Dimas Macedo
A cultura literária do regionalismo é, na
literatura brasileira, uma de suas tradições mais afortunadas. Os exemplos
pioneiros de Herman Lima, Afonso Arinos e Hugo de Carvalho Ramos, no domínio do
conto, e de José Sarney e Bernardo Élis, no campo do romance, são testemunhos
de vitalidade e de vigor estético dessa modalidade de comunicação.
Os fenômenos da arte literária e
do artesanato, as expressões da cultura popular, as intenções e as formas com
que os artistas manifestam a durabilidade dos arquétipos humanos e das suas
paisagens-ambiente são universais como os grandes dilemas do amor e o fascínio
que a morte exerce sobre os homens.
Ser regionalista, em matéria
literária, na era pulsante das grandes cirandas financeiras e da escravidão
psicológica do afeto e da sensibilidade, significa, antes de tudo, assumir a
defesa dos valores e das manifestações antropológicas que nos cabe
decididamente preservar.
E regionalista, me parece, é qualificativo
que se pode atribuir à curta ficção de Barros Pinho, reunida em A Viúva do Vestido Encarnado (Rio,
Editora Record, 2002), pois de colorido local são revestidas as suas metáforas
e os espaços por onde os personagens e as suas falas sertanejas e ribeirinhas
trafegam.
E assim agindo, Barros Pinho
surpreende o leitor com a sua linguagem literária afiada, revelando-nos um contista
maduro, que se ousa medir com o poeta maior que todos nós conhecemos. Mas a
poesia, na sua ficção, como no poema, se infiltra, às vezes, quase absoluta, e
reina de maneira quase provocante, desafiando jargões, anunciando formas,
restabelecendo vernizes populares e códigos de unidade semântica.

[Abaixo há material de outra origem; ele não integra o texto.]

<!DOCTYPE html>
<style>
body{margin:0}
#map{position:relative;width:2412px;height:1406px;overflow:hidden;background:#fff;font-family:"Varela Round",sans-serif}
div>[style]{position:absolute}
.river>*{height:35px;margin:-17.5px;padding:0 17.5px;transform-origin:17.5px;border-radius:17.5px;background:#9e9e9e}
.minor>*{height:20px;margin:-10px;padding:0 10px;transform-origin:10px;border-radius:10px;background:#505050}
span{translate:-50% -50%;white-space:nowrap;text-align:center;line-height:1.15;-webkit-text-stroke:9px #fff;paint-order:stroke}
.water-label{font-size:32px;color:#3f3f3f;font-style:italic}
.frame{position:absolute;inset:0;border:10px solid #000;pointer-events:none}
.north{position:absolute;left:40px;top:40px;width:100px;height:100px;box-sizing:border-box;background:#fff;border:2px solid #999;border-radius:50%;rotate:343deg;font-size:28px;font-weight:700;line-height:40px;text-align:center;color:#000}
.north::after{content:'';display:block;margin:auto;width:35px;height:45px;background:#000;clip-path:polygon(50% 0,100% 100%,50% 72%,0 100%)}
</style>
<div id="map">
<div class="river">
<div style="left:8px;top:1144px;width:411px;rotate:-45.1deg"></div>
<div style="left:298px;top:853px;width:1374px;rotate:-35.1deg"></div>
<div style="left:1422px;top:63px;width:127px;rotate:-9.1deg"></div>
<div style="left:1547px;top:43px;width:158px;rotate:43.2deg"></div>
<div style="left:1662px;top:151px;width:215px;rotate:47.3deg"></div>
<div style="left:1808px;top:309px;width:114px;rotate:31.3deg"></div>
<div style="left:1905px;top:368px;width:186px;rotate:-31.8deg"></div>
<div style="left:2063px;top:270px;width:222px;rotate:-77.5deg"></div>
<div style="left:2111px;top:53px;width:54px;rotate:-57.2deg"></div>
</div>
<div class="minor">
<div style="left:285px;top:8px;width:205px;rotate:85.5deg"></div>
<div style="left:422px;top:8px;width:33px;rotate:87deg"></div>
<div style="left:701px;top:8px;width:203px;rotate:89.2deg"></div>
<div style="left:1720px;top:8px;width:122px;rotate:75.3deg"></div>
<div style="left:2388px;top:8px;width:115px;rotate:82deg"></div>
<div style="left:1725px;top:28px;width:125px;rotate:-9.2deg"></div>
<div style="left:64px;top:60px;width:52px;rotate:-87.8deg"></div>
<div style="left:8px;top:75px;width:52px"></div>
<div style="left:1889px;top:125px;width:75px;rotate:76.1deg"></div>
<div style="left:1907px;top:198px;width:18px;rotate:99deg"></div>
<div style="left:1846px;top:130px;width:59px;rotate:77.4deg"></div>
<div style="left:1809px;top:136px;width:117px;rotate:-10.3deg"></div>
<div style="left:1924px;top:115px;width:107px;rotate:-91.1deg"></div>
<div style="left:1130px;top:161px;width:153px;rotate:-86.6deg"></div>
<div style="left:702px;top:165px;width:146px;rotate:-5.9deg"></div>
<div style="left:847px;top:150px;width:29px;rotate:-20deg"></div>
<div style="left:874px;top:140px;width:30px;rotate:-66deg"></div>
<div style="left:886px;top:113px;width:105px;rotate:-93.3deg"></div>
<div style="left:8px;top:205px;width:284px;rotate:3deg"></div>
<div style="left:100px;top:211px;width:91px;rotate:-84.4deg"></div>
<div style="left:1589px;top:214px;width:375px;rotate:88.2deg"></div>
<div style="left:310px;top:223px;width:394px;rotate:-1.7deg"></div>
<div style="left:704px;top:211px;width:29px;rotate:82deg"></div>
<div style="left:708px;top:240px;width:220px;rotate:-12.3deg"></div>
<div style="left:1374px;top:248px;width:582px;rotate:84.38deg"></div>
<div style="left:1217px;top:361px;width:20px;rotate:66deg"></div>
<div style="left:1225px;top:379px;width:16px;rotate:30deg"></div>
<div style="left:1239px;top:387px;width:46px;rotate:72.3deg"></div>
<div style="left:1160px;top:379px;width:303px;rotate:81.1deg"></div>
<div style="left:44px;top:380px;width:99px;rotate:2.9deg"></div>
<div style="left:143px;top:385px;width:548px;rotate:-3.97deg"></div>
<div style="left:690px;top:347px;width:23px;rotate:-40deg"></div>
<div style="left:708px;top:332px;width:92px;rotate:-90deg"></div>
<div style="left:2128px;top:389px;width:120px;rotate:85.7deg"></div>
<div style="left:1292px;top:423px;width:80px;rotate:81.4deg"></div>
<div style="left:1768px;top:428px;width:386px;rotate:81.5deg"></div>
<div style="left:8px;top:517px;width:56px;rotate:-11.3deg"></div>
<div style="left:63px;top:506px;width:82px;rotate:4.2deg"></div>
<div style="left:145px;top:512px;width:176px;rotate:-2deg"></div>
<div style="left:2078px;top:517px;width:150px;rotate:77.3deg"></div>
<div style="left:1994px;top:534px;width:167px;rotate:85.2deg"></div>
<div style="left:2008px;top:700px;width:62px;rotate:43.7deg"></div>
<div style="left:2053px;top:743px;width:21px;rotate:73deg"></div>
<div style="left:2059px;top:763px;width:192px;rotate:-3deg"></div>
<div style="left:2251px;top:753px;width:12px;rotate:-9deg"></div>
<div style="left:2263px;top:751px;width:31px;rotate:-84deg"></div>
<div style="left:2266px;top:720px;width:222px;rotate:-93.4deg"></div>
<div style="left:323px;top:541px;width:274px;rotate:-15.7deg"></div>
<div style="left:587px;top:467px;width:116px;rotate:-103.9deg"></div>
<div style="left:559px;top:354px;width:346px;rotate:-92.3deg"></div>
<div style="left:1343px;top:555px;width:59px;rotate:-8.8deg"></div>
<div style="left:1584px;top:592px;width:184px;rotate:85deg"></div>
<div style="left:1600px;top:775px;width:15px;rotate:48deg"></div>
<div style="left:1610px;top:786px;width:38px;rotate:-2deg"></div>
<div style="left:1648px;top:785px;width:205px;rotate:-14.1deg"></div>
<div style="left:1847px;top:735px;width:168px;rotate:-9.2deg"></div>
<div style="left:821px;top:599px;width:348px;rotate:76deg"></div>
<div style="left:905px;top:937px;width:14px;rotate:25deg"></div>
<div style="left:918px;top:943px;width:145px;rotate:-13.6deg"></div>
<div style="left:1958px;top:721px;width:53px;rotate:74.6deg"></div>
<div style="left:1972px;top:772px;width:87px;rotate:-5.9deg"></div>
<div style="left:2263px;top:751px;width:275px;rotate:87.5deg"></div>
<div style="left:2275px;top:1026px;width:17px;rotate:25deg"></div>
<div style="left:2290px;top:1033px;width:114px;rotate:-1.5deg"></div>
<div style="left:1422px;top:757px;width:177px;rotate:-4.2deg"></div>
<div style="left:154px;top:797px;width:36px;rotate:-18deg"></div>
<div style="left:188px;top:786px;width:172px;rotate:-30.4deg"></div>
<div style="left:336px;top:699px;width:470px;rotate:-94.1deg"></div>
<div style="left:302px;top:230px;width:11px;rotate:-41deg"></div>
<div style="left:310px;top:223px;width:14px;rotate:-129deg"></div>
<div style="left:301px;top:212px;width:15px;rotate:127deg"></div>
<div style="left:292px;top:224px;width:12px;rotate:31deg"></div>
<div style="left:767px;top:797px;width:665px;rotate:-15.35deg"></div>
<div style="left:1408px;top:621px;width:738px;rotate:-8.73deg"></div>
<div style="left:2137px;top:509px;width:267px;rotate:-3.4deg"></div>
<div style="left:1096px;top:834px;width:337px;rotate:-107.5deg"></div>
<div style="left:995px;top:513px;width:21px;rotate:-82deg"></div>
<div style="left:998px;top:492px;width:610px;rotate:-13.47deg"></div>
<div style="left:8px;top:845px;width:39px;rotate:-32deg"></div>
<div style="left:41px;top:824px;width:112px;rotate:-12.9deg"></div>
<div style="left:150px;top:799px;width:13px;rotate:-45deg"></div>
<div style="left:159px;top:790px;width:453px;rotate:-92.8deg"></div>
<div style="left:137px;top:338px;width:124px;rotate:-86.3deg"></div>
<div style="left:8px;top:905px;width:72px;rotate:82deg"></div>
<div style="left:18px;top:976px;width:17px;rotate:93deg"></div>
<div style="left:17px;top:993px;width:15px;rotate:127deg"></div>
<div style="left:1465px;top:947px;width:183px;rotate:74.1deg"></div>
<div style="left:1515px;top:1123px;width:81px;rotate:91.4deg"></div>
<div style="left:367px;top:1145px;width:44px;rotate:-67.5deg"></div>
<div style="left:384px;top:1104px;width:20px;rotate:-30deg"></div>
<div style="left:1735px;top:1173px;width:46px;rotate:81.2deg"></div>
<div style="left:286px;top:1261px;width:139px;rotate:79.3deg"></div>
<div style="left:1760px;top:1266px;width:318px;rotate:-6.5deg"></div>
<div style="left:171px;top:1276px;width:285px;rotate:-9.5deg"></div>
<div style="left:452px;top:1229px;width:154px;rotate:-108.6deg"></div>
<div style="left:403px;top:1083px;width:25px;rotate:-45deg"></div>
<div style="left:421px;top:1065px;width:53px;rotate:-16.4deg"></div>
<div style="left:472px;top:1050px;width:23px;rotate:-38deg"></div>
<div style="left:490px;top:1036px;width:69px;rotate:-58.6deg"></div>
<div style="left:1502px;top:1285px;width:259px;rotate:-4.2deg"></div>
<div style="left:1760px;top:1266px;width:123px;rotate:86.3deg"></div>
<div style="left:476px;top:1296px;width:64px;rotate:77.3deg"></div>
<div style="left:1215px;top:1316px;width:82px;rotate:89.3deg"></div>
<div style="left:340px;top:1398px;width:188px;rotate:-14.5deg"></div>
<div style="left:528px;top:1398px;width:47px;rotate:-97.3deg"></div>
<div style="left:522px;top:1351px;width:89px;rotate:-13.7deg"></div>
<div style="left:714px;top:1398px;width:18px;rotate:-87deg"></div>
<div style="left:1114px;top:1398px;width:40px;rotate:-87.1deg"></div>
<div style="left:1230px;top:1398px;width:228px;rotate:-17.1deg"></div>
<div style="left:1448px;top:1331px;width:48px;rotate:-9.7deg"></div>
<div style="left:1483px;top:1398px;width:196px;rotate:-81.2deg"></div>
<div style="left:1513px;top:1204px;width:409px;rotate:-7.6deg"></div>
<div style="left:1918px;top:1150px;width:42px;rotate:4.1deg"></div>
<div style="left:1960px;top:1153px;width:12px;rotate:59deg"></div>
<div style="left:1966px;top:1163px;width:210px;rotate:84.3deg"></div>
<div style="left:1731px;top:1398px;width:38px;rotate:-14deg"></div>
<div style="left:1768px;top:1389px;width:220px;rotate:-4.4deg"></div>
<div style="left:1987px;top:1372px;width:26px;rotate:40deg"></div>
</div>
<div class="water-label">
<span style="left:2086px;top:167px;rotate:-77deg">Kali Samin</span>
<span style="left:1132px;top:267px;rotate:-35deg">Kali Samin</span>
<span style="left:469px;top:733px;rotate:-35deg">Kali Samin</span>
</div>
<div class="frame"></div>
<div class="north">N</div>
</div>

Estreia, pois, Barros Pinho, no
terreno da curta ficção, para fundar, com luz própria, os gerais do Rio
Parnaíba, assim como, no passado, os Contos
Gauchescos (São Paulo, Editora Martin Claret, 2001), de Simões Lopes Neto,
fundaram os gerais do Rio Grande, os quais são, por essência e construção
estilística, a influência maior dos gerais catarinenses que fluíram,
fundamentalmente, da pena soberana de Enéas Athanázio.
A recriação da linguagem popular
e as sutilezas com que o autor arquiteta o seu universo criativo, a metáfora a
projetar sentidos nos cenários mais elementares, o fechamento mágico e, por
vezes, trágico de alguns episódios, a regularização da catarse como forma de
aprendizado do fantástico são procedimentos especiais de que lança mão Barros
Pinho para garantir a qualidade literária de todos os seus textos.
Noto, por fim, em alguns de seus
contos, a influência maior dos mestres da literatura latino-americana, dos
quais Barros Pinho é um leitor assíduo e contumaz; mas percebo também que o
fabuloso e o caricato, que a medida de José Cândido de Carvalho e de José
Sarney, e que o compasso de Horácio Quiroga e de Mário Palmério são, em A Viúva do Vestido Encarnado, uma
possessão irrenunciável.
Barros Pinho mostrou, em a Viúva do Vestido Encarnado, grande conhecimento da arte do conto, que Machado de Assis já afirmava ser "gênero difícil, a despeito de sua aparente facilidade". A linguagem regional, a vivacidade das persogens e a maneira como o narrador conduz as histórias mantêm presa a atenção do leitor, que se sente parte da trama. Excelente leitura!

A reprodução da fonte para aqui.